------ Material for the task ------

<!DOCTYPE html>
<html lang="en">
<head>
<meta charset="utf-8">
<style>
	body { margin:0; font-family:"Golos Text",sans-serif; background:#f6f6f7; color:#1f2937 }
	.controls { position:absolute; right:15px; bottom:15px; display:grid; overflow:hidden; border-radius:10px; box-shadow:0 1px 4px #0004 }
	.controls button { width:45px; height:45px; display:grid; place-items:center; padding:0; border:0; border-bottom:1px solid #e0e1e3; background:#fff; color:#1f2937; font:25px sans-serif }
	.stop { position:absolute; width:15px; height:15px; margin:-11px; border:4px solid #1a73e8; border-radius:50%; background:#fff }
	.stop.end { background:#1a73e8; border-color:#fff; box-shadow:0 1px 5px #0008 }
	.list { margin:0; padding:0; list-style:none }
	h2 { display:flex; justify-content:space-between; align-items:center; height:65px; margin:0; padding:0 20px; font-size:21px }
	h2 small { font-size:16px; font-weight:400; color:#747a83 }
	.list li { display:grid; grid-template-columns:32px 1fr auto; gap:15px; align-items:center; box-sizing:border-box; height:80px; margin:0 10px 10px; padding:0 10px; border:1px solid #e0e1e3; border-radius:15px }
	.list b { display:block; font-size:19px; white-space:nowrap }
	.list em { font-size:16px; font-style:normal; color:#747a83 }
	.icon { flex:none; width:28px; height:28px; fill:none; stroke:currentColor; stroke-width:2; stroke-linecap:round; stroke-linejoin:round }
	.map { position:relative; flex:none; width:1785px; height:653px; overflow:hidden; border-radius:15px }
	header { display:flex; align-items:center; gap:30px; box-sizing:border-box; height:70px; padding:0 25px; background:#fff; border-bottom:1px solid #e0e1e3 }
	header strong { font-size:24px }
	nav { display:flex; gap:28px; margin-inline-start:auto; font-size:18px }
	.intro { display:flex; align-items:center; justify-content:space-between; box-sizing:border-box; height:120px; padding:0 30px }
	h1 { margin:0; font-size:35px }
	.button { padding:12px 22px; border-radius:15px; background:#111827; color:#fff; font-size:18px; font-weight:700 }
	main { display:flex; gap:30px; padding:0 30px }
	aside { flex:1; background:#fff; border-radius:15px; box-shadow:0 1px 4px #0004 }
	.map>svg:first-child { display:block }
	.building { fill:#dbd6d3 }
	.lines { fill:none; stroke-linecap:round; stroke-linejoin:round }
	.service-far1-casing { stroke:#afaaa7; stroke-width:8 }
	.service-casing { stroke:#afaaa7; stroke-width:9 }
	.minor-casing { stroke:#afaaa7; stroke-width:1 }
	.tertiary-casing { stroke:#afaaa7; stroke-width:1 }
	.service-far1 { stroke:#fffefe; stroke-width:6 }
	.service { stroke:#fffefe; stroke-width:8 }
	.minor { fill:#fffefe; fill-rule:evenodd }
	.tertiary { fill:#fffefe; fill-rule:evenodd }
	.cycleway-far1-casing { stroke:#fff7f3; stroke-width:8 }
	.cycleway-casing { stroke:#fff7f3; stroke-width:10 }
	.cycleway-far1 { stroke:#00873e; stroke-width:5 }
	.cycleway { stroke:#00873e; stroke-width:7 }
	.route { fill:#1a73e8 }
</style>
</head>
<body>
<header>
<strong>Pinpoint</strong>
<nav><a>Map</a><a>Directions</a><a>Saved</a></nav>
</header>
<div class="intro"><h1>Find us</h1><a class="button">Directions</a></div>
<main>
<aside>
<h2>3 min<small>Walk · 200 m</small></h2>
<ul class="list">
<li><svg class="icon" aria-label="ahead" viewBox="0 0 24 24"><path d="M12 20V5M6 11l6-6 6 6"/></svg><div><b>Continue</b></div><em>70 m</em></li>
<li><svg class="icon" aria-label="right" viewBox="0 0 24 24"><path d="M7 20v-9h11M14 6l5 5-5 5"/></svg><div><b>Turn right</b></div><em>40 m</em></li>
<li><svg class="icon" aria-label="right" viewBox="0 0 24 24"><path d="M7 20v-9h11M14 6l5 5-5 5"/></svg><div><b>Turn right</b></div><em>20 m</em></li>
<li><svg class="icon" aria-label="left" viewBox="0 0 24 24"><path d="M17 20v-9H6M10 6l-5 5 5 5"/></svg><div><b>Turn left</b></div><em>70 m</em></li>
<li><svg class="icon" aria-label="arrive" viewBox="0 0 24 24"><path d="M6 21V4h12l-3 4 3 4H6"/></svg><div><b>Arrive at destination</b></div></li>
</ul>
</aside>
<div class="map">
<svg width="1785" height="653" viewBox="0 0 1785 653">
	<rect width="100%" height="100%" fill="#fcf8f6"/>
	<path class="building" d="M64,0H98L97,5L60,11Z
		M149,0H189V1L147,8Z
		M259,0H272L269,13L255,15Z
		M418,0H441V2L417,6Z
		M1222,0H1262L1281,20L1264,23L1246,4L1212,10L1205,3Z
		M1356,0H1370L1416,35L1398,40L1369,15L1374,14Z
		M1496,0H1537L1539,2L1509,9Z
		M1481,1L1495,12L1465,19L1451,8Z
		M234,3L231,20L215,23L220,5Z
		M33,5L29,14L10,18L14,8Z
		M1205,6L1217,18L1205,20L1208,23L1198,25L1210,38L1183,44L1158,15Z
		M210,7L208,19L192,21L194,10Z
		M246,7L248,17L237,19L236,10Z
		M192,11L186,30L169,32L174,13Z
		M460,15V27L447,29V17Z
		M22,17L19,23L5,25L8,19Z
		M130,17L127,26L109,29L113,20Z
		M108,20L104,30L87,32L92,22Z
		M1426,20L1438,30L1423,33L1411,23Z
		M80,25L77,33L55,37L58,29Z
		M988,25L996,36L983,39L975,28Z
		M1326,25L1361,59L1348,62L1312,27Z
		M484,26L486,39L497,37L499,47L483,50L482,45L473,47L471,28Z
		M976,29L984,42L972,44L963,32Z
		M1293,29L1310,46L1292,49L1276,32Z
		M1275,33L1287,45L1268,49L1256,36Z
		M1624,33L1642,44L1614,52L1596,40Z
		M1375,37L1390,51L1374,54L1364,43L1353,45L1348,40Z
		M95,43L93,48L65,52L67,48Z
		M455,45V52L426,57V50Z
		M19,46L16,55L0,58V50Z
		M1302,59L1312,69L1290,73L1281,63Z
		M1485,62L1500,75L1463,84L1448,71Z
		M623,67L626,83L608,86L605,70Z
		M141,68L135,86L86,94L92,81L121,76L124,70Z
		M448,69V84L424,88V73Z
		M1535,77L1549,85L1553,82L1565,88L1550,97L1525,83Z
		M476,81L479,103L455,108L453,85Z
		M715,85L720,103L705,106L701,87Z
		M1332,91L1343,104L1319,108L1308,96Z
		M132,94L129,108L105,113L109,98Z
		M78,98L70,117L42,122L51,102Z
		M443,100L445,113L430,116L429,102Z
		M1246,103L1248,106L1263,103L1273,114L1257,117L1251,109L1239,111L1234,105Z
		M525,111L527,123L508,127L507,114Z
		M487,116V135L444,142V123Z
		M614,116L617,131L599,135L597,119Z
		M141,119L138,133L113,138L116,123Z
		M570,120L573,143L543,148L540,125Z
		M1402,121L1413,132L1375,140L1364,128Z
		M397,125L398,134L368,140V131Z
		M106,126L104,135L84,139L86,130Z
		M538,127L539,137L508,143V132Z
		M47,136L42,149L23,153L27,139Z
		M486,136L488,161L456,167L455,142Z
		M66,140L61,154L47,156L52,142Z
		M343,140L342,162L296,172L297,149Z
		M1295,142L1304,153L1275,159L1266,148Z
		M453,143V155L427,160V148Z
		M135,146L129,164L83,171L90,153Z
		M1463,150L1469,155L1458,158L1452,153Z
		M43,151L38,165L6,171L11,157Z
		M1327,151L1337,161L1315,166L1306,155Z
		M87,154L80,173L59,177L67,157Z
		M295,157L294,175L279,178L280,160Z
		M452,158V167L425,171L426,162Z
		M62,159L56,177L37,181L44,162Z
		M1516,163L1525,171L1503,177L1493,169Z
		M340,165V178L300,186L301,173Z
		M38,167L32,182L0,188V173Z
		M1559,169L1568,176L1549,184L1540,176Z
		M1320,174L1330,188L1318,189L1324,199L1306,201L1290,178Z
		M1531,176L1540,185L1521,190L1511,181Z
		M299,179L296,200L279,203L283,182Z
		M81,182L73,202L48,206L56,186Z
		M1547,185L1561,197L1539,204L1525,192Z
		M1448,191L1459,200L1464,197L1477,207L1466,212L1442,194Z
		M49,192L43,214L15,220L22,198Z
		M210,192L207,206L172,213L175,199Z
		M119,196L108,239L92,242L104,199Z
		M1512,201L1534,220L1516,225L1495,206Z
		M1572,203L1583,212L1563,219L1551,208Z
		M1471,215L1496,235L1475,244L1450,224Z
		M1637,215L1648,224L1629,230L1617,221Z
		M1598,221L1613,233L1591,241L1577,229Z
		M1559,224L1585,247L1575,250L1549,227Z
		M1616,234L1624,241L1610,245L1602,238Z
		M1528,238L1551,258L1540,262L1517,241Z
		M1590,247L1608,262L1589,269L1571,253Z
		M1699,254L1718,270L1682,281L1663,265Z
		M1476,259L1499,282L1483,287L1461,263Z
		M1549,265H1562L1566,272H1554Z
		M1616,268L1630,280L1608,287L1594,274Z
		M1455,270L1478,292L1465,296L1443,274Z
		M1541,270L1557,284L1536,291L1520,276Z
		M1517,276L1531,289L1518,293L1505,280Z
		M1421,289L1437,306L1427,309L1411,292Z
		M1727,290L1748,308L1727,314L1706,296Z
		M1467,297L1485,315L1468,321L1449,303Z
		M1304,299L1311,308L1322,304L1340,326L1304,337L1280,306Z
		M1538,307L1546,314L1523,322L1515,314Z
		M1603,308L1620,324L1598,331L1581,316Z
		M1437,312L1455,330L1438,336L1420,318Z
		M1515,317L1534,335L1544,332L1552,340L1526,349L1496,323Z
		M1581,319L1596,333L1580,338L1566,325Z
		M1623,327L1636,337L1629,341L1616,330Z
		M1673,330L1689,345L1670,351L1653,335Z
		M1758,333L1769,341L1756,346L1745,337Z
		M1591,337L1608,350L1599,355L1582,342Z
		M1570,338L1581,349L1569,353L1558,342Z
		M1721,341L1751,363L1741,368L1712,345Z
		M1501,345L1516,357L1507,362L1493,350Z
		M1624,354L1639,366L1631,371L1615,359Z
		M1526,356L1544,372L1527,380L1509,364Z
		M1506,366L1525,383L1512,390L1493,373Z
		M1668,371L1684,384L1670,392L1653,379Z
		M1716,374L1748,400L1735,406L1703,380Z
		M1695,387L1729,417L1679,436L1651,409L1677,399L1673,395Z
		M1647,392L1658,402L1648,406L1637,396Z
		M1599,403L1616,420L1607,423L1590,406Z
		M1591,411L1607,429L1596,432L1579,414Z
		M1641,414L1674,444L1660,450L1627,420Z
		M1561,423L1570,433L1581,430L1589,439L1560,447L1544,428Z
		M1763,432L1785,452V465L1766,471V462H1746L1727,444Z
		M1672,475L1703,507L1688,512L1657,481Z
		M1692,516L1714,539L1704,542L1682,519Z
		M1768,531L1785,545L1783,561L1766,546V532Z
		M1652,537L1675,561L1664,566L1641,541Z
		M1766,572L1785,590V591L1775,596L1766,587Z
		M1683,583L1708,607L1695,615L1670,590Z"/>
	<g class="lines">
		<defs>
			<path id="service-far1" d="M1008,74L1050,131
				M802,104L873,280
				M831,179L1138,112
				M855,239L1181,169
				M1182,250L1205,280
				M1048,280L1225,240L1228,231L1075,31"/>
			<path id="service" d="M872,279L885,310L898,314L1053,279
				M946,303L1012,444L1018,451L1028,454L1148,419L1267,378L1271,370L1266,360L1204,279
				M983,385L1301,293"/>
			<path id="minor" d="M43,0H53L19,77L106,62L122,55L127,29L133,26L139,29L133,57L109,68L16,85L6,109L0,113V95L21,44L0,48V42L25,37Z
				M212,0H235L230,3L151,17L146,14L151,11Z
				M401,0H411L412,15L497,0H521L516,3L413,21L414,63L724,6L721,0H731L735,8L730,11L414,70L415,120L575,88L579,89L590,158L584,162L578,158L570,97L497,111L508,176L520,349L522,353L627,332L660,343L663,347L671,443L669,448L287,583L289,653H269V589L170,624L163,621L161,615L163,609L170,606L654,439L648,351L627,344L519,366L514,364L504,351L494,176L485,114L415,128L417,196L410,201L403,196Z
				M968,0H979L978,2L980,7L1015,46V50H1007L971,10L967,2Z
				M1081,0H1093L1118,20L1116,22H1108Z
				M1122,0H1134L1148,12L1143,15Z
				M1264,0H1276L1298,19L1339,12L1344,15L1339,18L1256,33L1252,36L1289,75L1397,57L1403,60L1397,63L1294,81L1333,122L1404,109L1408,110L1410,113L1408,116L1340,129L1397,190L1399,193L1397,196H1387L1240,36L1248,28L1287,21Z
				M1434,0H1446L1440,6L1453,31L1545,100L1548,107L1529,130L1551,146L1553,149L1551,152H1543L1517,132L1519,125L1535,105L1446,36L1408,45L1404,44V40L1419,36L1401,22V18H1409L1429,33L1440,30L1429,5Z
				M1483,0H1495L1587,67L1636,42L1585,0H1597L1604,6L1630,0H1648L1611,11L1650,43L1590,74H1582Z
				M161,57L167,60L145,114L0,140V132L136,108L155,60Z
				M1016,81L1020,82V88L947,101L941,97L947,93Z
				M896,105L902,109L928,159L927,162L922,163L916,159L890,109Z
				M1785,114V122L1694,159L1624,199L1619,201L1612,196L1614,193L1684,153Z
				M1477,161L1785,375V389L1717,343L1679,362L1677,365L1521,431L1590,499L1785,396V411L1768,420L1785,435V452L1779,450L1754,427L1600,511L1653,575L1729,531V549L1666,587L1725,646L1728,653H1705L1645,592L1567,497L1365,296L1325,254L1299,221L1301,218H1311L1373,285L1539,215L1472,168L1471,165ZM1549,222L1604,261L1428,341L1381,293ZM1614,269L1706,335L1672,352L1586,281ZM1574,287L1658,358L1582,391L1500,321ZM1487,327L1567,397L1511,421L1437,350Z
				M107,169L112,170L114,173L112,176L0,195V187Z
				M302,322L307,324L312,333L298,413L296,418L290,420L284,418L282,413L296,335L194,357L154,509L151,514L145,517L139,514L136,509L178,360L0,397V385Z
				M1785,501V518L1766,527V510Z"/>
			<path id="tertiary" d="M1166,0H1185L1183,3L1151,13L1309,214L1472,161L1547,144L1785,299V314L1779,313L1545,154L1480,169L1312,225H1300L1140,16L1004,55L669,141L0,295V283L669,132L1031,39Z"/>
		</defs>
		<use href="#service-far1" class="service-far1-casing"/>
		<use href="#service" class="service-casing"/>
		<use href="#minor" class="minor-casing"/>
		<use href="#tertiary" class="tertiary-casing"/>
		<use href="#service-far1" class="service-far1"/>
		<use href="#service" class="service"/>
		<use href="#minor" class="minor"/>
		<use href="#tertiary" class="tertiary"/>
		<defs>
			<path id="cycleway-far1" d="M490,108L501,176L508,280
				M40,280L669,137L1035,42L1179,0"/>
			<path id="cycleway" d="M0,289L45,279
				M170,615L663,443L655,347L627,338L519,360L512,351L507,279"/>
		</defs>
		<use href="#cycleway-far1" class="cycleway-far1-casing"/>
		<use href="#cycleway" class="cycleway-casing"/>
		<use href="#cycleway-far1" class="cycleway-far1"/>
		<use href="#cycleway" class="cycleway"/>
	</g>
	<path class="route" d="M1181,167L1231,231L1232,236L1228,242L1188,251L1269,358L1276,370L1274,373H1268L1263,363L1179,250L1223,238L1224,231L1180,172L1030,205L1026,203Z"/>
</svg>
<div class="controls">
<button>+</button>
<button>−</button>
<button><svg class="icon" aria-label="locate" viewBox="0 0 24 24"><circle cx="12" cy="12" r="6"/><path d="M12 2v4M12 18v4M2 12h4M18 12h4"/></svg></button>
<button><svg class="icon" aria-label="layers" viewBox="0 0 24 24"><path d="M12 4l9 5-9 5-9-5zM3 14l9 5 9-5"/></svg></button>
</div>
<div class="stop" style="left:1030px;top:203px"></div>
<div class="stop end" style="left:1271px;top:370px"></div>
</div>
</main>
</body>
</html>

------

● Task to carry out
Above are the records. Copy every line in them holding "list".

● Output for this exercise
	.list { margin:0; padding:0; list-style:none }
	.list li { display:grid; grid-template-columns:32px 1fr auto; gap:15px; align-items:center; box-sizing:border-box; height:80px; margin:0 10px 10px; padding:0 10px; border:1px solid #e0e1e3; border-radius:15px }
	.list b { display:block; font-size:19px; white-space:nowrap }
	.list em { font-size:16px; font-style:normal; color:#747a83 }
<ul class="list">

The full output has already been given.